Her novels include A Pin to See the Peepshow (London, W. Heinemann Ltd, 1934; Virago Modern Classics; British Library Women Writers), a fictional treatment of the case of Edith Thompson and Frederick Bywaters. She also edited the British edition of The Baffle Book, A Parlour Game of Mystery and Detection (1930), a crime puzzle book by the Americans Lassiter Wren and Randle McKay.

===Other non-fiction===
- The Sword of Deborah (1918), collected war journalism. Commissioned by the Ministry of Information, it concentrated on the work of the British Women's Army in France.
- Sabi Pas: Or, I Don't Know (1935), on life in Provence
- London Front: Letters Written to America, 1939–1940 (1941), with H. M. Harwood
- While London Burns: Letters Written to America. (July 1940–June 1941) (1942)
- The Saga of "San Demetrio" (1942), an HMSO publication. The 1943 film San Demetrio London was based on it; the screenwriters were Charles Frend and Robert Hamer, with Jesse given a story credit.
- The Story of Burma (1946). Jesse visited India in the early 1920s, and met Harcourt Butler, at that time Governor of the United Provinces of Agra and Oudh. He later governed Burma, and she visited him at Government House, Rangoon, when writing a novel based in Burma. There Arthur John Stanley White was asked to help her with access to historical records. The Story of Burma was reviewed by George Orwell in The Observer in February 1946, and some correspondence ensued with Jesse, who "took great exception", while explaining that she enjoyed Orwell's work.

===Fiction===
Not including A Pin to See the Peepshow, Jesse wrote nine novels.

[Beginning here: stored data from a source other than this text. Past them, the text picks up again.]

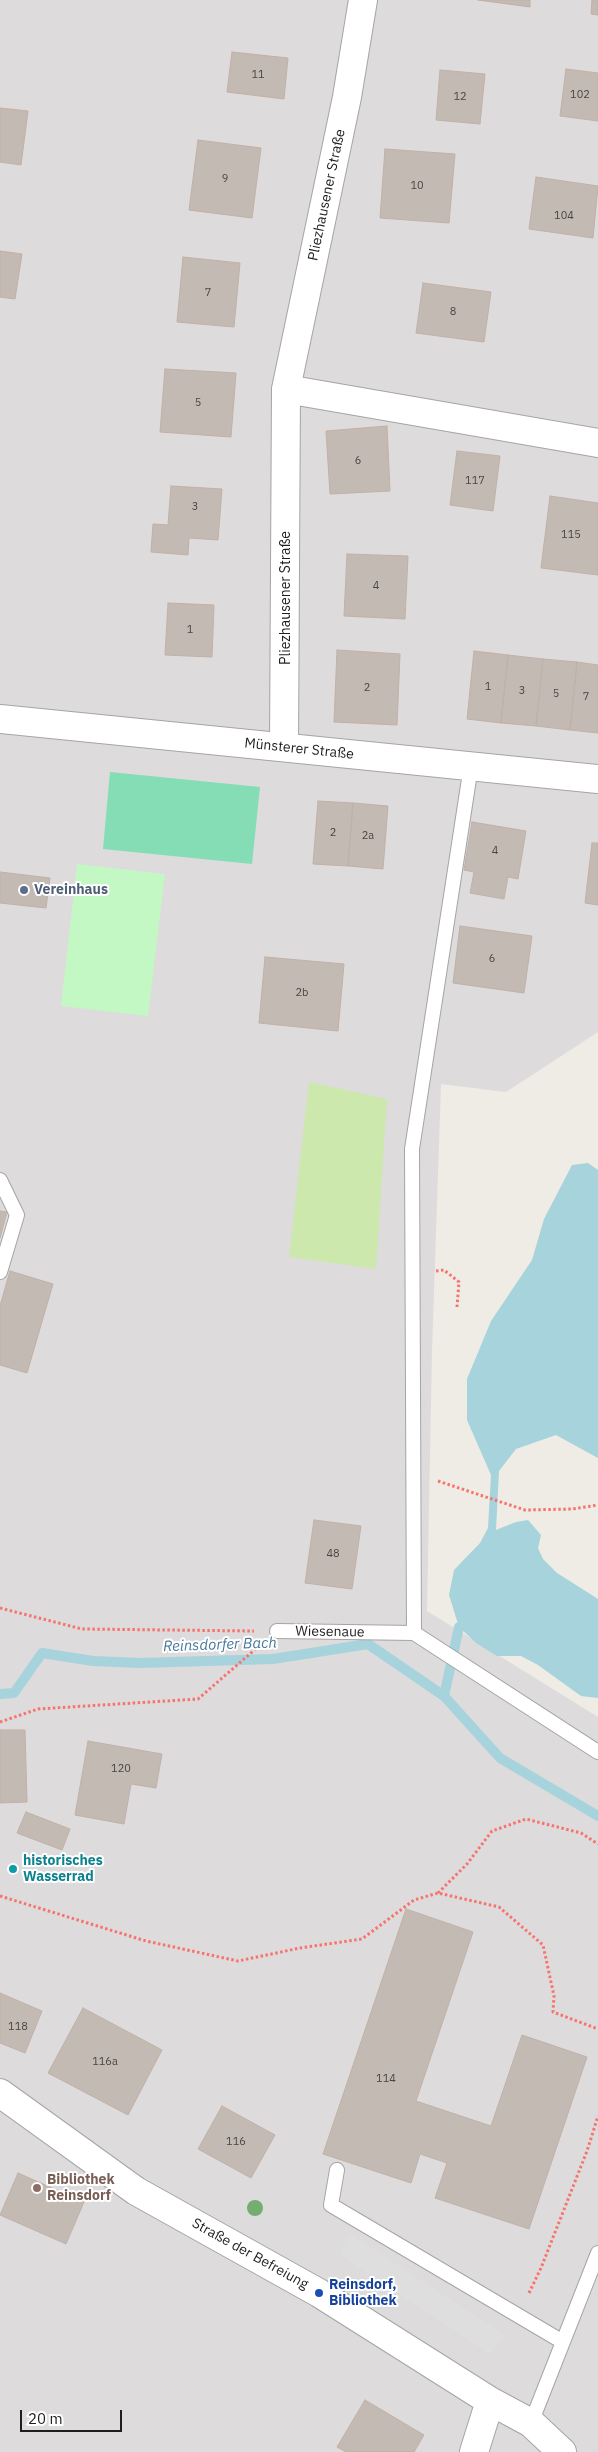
<!DOCTYPE html>
<meta charset="utf-8">
<style>
body{margin:0}
#map{position:relative;width:598px;height:2452px;overflow:hidden;background:#efebe5;font-family:"IBM Plex Sans",sans-serif}
canvas{display:block}
.scale{position:absolute;left:20px;top:2410px;width:102px;height:22px;box-sizing:border-box;border:2px solid #1e1e1e;border-top:0;padding-left:6px;font-size:15px;line-height:18px;white-space:nowrap;color:#1e1e1e;-webkit-text-stroke:4px #fff;paint-order:stroke}
</style>
<div id="map">
<canvas width="598" height="2452"></canvas>
<div class="scale">20 m</div>
</div>
<script>
const g = document.querySelector('canvas').getContext('2d');
g.lineJoin = 'round';
function paint(path, color) {
  g.fillStyle = color;
  g.fill(path, 'evenodd');
}
function shape(rows) {
  const path = new Path2D();
  for (const r of rows) {
    path.moveTo(r[0], r[1]);
    for (let i = 2; i < r.length; i += 2) path.lineTo(r[i], r[i + 1]);
  }
  return path;
}
function trace(path, color, width, dash) {
  g.strokeStyle = color;
  g.lineWidth = width;
  g.lineCap = dash ? 'butt' : 'round';
  g.setLineDash(dash || []);
  g.stroke(path);
}
function drawText(font, color, halo, rows, align = 'center') {
  g.font = font + ' "IBM Plex Sans",sans-serif';
  g.lineWidth = 4;
  g.setLineDash([]);
  g.textBaseline = 'middle';
  g.strokeStyle = halo;
  g.fillStyle = color;
  for (const [text, x, y, turn = 0] of rows) {
    g.save();
    g.translate(x, y);
    g.rotate((+turn || 0) * Math.PI / 180);
    g.textAlign = isNaN(turn) ? turn : align;
    if (halo) g.strokeText(text, 0, 0);
    g.fillText(text, 0, 0);
    g.restore();
  }
}
const residential = shape([
 [0,0,598,0,598,1032,506,1092,441,1084,432,1350,427,1611,598,1717,598,2452,0,2452]
]);
const grass = shape([
 [309,1082,387,1099,376,1269,289,1257]
]);
const park = shape([
 [77,864,165,874,148,1016,61,1006]
]);
const pitch = shape([
 [110,772,260,787,252,864,103,849]
]);
const parking = shape([
 [349,2233,505,2335,491,2355,340,2255]
]);
const water = shape([
 [588,1163,598,1170,598,1458,556,1435,516,1449,499,1471,496,1530,516,1522,528,1520,541,1535,538,1548,543,1559,557,1573,598,1599,598,1698,581,1696,538,1665,521,1656,497,1656,476,1643,459,1627,449,1595,454,1570,480,1543,488,1528,491,1475,467,1420,467,1379,491,1321,532,1260,544,1219,572,1165]
]);
const stream = shape([
 [0,1694,14,1693,42,1653,93,1661,140,1663,273,1659,368,1644,444,1696,500,1758,598,1816],
 [444,1696,459,1627]
]);
const building = shape([
 [478,0,530,0,530,7,478,0],
 [592,0,598,0,598,15,591,14,592,0],
 [232,52,288,58,284,99,227,92,232,52],
 [566,69,598,73,598,121,560,116,566,69],
 [440,70,485,74,480,124,436,120,440,70],
 [0,108,28,111,21,165,0,162,0,108],
 [198,140,261,148,252,218,189,210,198,140],
 [385,149,455,154,449,223,380,218,385,149],
 [536,177,598,186,593,238,529,229,536,177],
 [0,251,22,254,15,299,0,297,0,251],
 [183,257,240,263,234,327,177,322,183,257],
 [423,283,491,292,484,342,416,333,423,283],
 [165,369,236,373,231,437,160,432,165,369],
 [387,426,390,491,330,494,326,431,387,426],
 [457,451,500,456,493,511,450,505,457,451],
 [171,486,222,489,218,540,189,538,188,555,151,552,153,524,168,525,171,486],
 [550,496,598,503,598,575,541,568,550,496],
 [347,554,408,556,405,619,344,616,347,554],
 [168,603,214,605,212,657,165,655,168,603],
 [337,650,400,654,397,725,334,722,337,650],
 [474,651,508,655,501,723,467,719,474,651],
 [508,655,543,659,536,726,501,723,508,655],
 [543,659,577,662,570,730,536,726,543,659],
 [577,662,598,665,598,733,570,730,577,662],
 [318,801,353,803,348,866,313,864,318,801],
 [353,803,388,806,383,869,348,866,353,803],
 [472,822,526,831,518,879,508,877,504,899,470,893,474,872,464,870,472,822],
 [592,843,598,843,598,905,585,903,592,843],
 [0,872,50,878,46,908,0,903,0,872],
 [460,926,532,936,524,993,453,983,460,926],
 [265,957,344,964,338,1031,259,1023,265,957],
 [0,1211,7,1212,0,1238,0,1211],
 [10,1271,53,1284,27,1373,0,1365,0,1306,10,1271],
 [314,1520,361,1526,352,1589,305,1583,314,1520],
 [0,1730,25,1730,27,1802,0,1803,0,1730],
 [88,1741,162,1754,156,1788,131,1784,124,1824,75,1815,88,1741],
 [26,1812,70,1829,62,1850,17,1833,26,1812],
 [406,1909,473,1932,416,2101,491,2126,522,2035,587,2057,529,2229,435,2198,447,2163,420,2154,411,2183,323,2154,406,1909],
 [0,1993,42,2011,25,2053,0,2043,0,1993],
 [83,2008,162,2050,128,2115,48,2073,83,2008],
 [222,2106,275,2135,251,2178,198,2149,222,2106],
 [18,2173,84,2202,66,2244,0,2215,18,2173],
 [365,2400,424,2435,414,2452,346,2452,337,2447,365,2400]
]);
const path = shape([
 [436,1271,444,1270,459,1282,457,1307],
 [438,1481,525,1510,572,1509,598,1505],
 [0,1608,82,1629,254,1631],
 [0,1722,38,1709,198,1699,259,1646],
 [438,1893,467,1864,492,1831,526,1819,581,1833,598,1844],
 [0,1896,146,1941,238,1961,300,1948,362,1939,414,1900,438,1893,499,1907,543,1945,554,1996,553,2012,598,2029],
 [529,2293,541,2268,587,2151,598,2116]
]);
const lane = shape([
 [0,1180,17,1215,0,1272],
 [277,1631,414,1633,598,1752],
 [414,1633,412,1149,471,766],
 [337,2170,331,2205,563,2342],
 [531,2423,598,2253]
]);
const street = shape([
 [286,389,598,443],
 [0,719,598,779],
 [284,747,286,389,347,97,363,0],
 [0,2093,136,2191,319,2293,490,2401,531,2423,562,2452],
 [474,2452,490,2401]
]);
const trees = [
 [255,2208]
];
const markers = [
 [24,890,5,"#5c6f8a"],
 [13,1869,5,"#0f9aa8"],
 [37,2188,5,"#8d6e63"],
 [319,2293,5,"#1a4fb4"]
];
const numberNames = [
 ["11",258,75],
 ["102",580,95],
 ["12",460,97],
 ["9",225,179],
 ["10",417,186],
 ["104",564,216],
 ["7",208,293],
 ["8",453,312],
 ["5",198,403],
 ["6",358,461],
 ["117",475,481],
 ["3",195,507],
 ["115",571,535],
 ["4",376,586],
 ["1",190,630],
 ["1",488,687],
 ["2",367,688],
 ["3",522,691],
 ["5",556,694],
 ["7",586,697],
 ["2",333,833],
 ["2a",368,836],
 ["4",495,851],
 ["6",492,959],
 ["2b",302,993],
 ["48",333,1554],
 ["120",121,1769],
 ["118",18,2027],
 ["116a",105,2062],
 ["114",386,2079],
 ["116",236,2142]
];
const streetNames = [
 ["Pliezhausener Straße",327,195,-78],
 ["Pliezhausener Straße",286,598,-90],
 ["Münsterer Straße",299,749,6],
 ["Wiesenaue",330,1632,1],
 ["Straße der Befreiung",250,2254,29]
];
const serviceNames = [
 ["Vereinhaus",34,890]
];
const cultureNames = [
 ["historisches",23,1861],
 ["Wasserrad",23,1877]
];
const educationNames = [
 ["Bibliothek",47,2180],
 ["Reinsdorf",47,2196]
];
const transitNames = [
 ["Reinsdorf,",329,2285],
 ["Bibliothek",329,2301]
];
const waterNames = [
 ["Reinsdorfer Bach",220,1645,-2]
];
paint(residential, '#dddbdc');
paint(grass, '#cde8ac');
paint(park, '#c3f8c4');
paint(pitch, '#84ddb5');
paint(parking, '#dedede');
paint(water, '#a6d3dc');
trace(stream, '#a6d3dc', 10);
paint(building, '#c4bab4');
trace(building, '#c1b1a7', 1);
trace(lane, '#a5a5a5', 16);
trace(street, '#a5a5a5', 30);
trace(path, '#f7746e', 3, [2.5, 2.5]);
trace(lane, '#fff', 14);
trace(street, '#fff', 28);
g.fillStyle = '#73ad70';
for (const [x, y] of trees) {
  g.beginPath();
  g.arc(x, y, 8, 0, 2 * Math.PI);
  g.fill();
}
for (const [x, y, r, color] of markers) {
  const dot = new Path2D();
  dot.arc(x, y, r, 0, 2 * Math.PI);
  g.fillStyle = color;
  g.fill(dot);
  trace(dot, '#fff', 2);
}
drawText('11px', '#484544', null, numberNames);
drawText('14px', '#1e1e1e', '#fff', streetNames);
drawText('bold 14px', '#4e5e75', '#fff', serviceNames, 'left');
drawText('bold 14px', '#0d838f', '#fff', cultureNames, 'left');
drawText('bold 14px', '#785e54', '#fff', educationNames, 'left');
drawText('bold 14px', '#164399', '#fff', transitNames, 'left');
drawText('italic 15px', '#47789c', '#fff', waterNames);
</script>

- The Milky Way (1913), first novel
- Secret Bread (1917)
- The White Riband (1921)
- Tom Fool (Heinemann, 1926), a novel, deals with a young man's experiences on sailing ships, and describes shipboard life in some detail.
- Moonraker (Heinemann, 1927), historical novel. In his 1981 introduction Bob Leeson states that it contains both an embodiment of woman's rebellion and a cry for freedom for black people.
- The Lacquer Lady (1929), historical novel, about the European maid of honour Fanny Moroni, the Third Anglo-Burmese War and the defeat of the Konbaung dynasty at the end of the 19th century. In the preface Jesse acknowledged help with the account from Rodway Charles John Swinhoe, an English barrister in Burma.
- Act of God (1937)
- The Alabaster Cup (1950), novel with some autobiographical content
- The Dragon in the Heart: A Love Story (1956)

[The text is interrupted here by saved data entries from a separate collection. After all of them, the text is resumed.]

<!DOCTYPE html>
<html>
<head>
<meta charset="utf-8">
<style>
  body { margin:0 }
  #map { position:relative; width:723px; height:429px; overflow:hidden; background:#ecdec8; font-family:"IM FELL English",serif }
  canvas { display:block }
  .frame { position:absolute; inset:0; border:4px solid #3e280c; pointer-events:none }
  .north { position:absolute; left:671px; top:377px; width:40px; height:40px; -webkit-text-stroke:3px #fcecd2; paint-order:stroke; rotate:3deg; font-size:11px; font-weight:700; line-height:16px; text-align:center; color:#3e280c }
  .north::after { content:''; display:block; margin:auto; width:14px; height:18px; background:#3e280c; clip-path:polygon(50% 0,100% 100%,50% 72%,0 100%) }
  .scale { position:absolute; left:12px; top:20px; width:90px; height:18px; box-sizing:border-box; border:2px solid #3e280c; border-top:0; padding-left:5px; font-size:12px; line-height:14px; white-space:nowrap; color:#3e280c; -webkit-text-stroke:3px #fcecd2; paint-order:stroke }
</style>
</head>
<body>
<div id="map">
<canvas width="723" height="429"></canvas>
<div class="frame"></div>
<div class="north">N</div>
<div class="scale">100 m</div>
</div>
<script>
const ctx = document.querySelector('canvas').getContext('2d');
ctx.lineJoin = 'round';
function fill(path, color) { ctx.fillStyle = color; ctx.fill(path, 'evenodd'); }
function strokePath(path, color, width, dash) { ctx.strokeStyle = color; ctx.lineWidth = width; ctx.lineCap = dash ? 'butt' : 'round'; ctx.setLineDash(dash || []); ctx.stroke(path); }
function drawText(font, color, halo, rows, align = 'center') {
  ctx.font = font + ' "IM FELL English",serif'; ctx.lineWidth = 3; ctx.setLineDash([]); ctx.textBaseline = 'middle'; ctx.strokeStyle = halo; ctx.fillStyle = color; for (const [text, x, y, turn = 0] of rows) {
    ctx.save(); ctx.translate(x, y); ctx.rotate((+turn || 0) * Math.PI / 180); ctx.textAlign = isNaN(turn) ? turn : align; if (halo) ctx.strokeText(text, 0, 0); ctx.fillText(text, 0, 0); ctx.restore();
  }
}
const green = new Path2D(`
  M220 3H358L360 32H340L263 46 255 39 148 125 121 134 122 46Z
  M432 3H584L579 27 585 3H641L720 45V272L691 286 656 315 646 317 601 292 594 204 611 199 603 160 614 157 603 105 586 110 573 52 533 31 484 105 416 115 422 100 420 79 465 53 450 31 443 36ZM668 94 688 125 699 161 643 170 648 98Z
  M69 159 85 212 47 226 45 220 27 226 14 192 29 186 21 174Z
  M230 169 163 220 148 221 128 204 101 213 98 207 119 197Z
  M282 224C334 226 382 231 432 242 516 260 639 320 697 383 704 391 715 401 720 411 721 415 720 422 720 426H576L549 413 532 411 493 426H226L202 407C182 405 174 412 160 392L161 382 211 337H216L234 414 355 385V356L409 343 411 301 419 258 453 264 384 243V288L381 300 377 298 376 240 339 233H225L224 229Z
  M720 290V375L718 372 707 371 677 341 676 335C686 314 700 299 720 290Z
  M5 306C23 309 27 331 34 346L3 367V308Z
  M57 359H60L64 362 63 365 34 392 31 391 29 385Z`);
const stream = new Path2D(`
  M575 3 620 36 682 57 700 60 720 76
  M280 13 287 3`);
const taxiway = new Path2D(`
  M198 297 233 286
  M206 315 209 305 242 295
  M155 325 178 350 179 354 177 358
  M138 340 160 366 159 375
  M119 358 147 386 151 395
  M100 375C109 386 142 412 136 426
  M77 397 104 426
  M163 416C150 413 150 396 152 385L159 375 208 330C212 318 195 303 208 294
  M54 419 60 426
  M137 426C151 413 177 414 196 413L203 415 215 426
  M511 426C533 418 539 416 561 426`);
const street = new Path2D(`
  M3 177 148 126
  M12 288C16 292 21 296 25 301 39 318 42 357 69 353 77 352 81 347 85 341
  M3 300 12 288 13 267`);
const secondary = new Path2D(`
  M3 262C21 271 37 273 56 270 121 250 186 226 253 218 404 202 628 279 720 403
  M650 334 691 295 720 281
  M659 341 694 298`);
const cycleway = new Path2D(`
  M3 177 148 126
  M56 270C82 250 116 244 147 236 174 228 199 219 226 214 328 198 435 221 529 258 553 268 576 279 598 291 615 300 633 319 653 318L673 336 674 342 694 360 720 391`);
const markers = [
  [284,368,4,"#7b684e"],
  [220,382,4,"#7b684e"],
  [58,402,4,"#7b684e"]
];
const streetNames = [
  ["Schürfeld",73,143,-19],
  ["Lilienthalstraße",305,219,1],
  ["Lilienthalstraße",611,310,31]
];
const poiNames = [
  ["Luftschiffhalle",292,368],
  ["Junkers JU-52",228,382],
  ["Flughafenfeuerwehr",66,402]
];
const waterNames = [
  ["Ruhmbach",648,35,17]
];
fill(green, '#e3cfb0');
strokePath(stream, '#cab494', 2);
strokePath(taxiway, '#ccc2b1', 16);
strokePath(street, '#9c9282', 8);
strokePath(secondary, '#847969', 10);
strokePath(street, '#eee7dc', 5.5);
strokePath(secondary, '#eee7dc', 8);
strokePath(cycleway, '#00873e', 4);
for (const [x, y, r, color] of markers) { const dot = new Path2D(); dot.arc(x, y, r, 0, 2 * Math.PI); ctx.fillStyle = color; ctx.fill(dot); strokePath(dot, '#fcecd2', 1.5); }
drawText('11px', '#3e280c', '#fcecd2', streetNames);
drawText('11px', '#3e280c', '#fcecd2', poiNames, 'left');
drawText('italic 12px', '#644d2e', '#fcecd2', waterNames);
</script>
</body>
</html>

An early story was "The Dog Decides", published in The Idler in 1911. Short story collections:

- Beggars on Horseback (1915)
- Many Latitudes (1928)
- The Solange Stories (1931), with the character Solange Fontaine

The 1924 story Thirty Pieces of Silver, based on the biblical betrayal, was often reprinted, sometimes as the variant Treasure Trove.

===Poetry===
- The Happy Bride (1921)
- The Compass: And Other Poems (1951)

== Plays ==
Jesse co-wrote six plays with H. M. Harwood (her husband from 1918), and three more on her own.

- The Black Mask (1913, New York), The Mask (1915, London) with Harwood, based on her 1912 short story The Mask. The original story is in Alfred Hitchcock Presents: A Baker's Dozen of Suspense Stories (Dell, 1963).
- Billeted (1917) with Harwood At the Royalty Theatre from 21 August 1917, it had a 240-performance run.
- The Hotel Mouse (1921) with Harwood. This play was an adaptation of Souris d'hôtel from the French of Paul Armont and Marcel Gerbidon.
- Quarantine (1922). It had an American production in 1924, with Helen Hayes directed by Edgar Selwyn. Lovers in Quarantine (1925) was a film version of this "farce comedy".
- The Pelican (1924) with Harwood. It had a Broadway run produced by A. H. Woods in 1925.
- Anyhouse (1925). It had a run at the Ambassadors Theatre in March 1925.
- How to be Happy Though Married (1930) with Harwood
- Birdcage (1950) with Harold Dearden
- A Pin to see the Peepshow (1951), adapted from her novel, with Harwood

==Marriage==
Fryniwyd Jesse married Harold Marsh Harwood (1874–1959), a businessman and theatre manager, in September 1918. The marriage was kept secret until 1922; a guest of Arnold Bennett for dinner at the Savoy Hotel on New Year's Eve 1920, she went as Miss Tennyson Jesse. It was Harwood who wished for secrecy, since he was concerned to retain access to the son he had fathered with a married woman. Fryniwyd miscarried three times, the couple having no children.